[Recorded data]

______

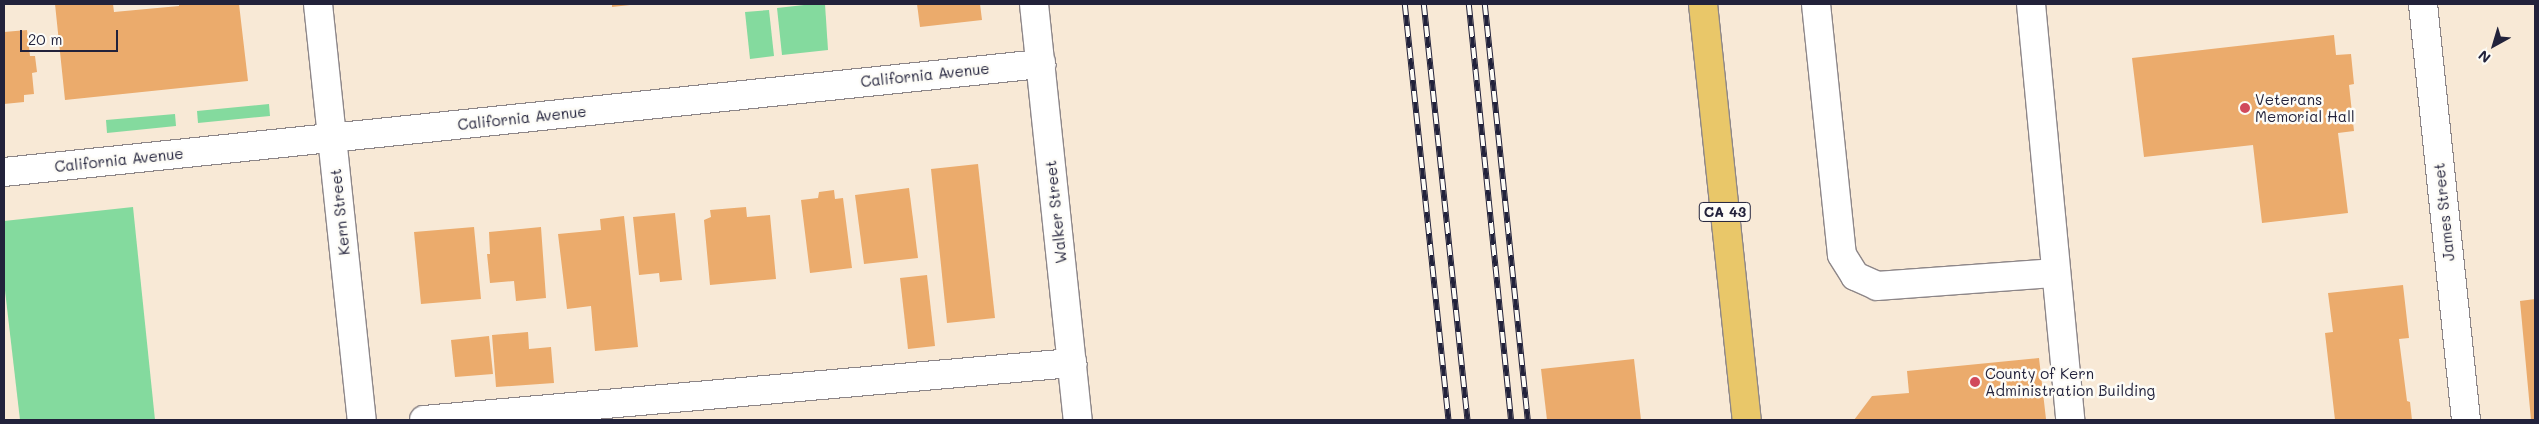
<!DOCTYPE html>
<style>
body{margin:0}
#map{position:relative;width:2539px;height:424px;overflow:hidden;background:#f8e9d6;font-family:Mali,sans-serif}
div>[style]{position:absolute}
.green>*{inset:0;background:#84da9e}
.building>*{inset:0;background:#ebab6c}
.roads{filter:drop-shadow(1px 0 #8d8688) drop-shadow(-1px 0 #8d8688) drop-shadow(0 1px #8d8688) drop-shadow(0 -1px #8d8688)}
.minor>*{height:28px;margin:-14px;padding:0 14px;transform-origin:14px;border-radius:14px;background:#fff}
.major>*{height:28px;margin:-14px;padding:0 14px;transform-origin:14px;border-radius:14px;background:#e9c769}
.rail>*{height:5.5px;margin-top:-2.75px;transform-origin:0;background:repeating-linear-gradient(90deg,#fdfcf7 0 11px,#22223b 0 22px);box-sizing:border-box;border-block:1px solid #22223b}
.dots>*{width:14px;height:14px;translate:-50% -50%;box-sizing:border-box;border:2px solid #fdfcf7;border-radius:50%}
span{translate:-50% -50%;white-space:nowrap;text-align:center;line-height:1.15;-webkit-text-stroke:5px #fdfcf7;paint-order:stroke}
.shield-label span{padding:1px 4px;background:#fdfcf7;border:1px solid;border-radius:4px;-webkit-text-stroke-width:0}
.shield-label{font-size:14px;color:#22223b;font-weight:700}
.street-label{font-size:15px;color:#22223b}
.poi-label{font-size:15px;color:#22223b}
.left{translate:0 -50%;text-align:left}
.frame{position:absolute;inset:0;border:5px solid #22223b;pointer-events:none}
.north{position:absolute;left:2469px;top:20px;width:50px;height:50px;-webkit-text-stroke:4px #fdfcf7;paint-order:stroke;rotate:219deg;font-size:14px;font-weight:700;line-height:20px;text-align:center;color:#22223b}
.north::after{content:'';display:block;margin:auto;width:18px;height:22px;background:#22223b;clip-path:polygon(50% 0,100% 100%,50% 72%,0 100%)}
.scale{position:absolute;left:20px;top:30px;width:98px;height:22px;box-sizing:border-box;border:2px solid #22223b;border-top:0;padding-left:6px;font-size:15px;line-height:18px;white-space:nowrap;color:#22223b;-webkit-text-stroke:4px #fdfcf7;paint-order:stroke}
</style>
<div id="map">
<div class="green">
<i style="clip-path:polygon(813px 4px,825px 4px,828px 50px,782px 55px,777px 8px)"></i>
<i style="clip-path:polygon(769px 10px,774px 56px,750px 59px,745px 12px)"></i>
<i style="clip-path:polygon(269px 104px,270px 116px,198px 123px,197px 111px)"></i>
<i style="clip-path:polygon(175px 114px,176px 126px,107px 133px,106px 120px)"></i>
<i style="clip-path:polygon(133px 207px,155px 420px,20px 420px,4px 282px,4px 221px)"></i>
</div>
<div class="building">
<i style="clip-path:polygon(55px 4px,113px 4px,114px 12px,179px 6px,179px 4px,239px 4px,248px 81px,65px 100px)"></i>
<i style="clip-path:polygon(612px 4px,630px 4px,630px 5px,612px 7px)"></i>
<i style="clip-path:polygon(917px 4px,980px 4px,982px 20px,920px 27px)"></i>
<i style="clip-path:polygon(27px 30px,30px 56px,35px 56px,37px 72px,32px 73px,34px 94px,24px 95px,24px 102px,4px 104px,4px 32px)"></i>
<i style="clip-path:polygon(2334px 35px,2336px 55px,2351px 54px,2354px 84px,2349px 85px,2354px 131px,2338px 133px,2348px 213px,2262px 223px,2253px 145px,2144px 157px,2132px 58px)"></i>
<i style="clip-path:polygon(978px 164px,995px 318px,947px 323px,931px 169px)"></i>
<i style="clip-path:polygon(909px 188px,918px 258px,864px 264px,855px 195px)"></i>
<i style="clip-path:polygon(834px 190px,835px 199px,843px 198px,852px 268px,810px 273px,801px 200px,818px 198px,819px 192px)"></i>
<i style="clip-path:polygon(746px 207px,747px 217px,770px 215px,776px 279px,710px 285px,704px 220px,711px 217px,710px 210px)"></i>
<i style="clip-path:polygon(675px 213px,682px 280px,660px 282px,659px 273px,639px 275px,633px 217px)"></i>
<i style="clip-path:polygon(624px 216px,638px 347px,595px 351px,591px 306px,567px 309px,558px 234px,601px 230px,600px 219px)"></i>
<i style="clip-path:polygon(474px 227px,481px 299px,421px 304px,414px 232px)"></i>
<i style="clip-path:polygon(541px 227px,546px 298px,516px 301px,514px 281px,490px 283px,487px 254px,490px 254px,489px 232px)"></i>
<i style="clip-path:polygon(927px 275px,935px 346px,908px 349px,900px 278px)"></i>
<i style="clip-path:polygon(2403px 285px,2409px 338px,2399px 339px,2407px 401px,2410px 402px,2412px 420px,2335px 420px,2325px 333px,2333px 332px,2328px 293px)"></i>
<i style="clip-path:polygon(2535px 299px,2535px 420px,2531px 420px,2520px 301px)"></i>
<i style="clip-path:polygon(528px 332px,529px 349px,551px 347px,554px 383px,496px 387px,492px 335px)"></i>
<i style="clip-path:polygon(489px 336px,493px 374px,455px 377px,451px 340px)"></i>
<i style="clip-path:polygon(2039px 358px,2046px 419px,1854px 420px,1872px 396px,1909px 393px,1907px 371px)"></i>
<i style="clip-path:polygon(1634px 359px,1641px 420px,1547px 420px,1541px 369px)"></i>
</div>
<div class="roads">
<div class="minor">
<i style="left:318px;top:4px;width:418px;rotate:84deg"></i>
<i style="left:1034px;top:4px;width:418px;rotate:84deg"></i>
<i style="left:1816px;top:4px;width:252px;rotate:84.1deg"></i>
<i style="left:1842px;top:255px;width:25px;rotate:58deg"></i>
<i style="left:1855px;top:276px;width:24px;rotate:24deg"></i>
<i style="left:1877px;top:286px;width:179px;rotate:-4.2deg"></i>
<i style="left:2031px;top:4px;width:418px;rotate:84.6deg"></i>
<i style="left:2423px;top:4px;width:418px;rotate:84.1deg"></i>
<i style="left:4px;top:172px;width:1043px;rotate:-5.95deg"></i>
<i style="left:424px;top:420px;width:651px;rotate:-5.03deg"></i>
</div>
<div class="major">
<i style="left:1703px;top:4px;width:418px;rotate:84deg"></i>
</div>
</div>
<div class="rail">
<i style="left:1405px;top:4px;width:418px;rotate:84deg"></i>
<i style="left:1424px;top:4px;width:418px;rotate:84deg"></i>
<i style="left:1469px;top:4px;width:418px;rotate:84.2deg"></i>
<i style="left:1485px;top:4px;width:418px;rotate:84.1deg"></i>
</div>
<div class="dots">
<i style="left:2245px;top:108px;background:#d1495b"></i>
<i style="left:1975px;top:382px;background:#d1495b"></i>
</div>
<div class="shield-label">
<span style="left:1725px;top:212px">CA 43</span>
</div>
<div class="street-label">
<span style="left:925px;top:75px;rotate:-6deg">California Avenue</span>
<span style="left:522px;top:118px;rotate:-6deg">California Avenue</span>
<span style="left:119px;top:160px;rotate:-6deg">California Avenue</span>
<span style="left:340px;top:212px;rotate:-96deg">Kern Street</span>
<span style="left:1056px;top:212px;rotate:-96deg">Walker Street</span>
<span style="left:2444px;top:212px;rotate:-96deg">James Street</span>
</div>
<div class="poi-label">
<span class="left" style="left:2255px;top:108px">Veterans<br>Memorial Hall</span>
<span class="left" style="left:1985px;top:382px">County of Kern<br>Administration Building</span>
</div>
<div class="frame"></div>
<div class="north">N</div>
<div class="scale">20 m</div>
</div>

______

Task requirements: Print out the entries above word for word from the first line to the line containing "0 #8d8688) drop-shadow(-1px", both included, omitting the pictures.

Task output:
<!DOCTYPE html>
<style>
body{margin:0}
#map{position:relative;width:2539px;height:424px;overflow:hidden;background:#f8e9d6;font-family:Mali,sans-serif}
div>[style]{position:absolute}
.green>*{inset:0;background:#84da9e}
.building>*{inset:0;background:#ebab6c}
.roads{filter:drop-shadow(1px 0 #8d8688) drop-shadow(-1px 0 #8d8688) drop-shadow(0 1px #8d8688) drop-shadow(0 -1px #8d8688)}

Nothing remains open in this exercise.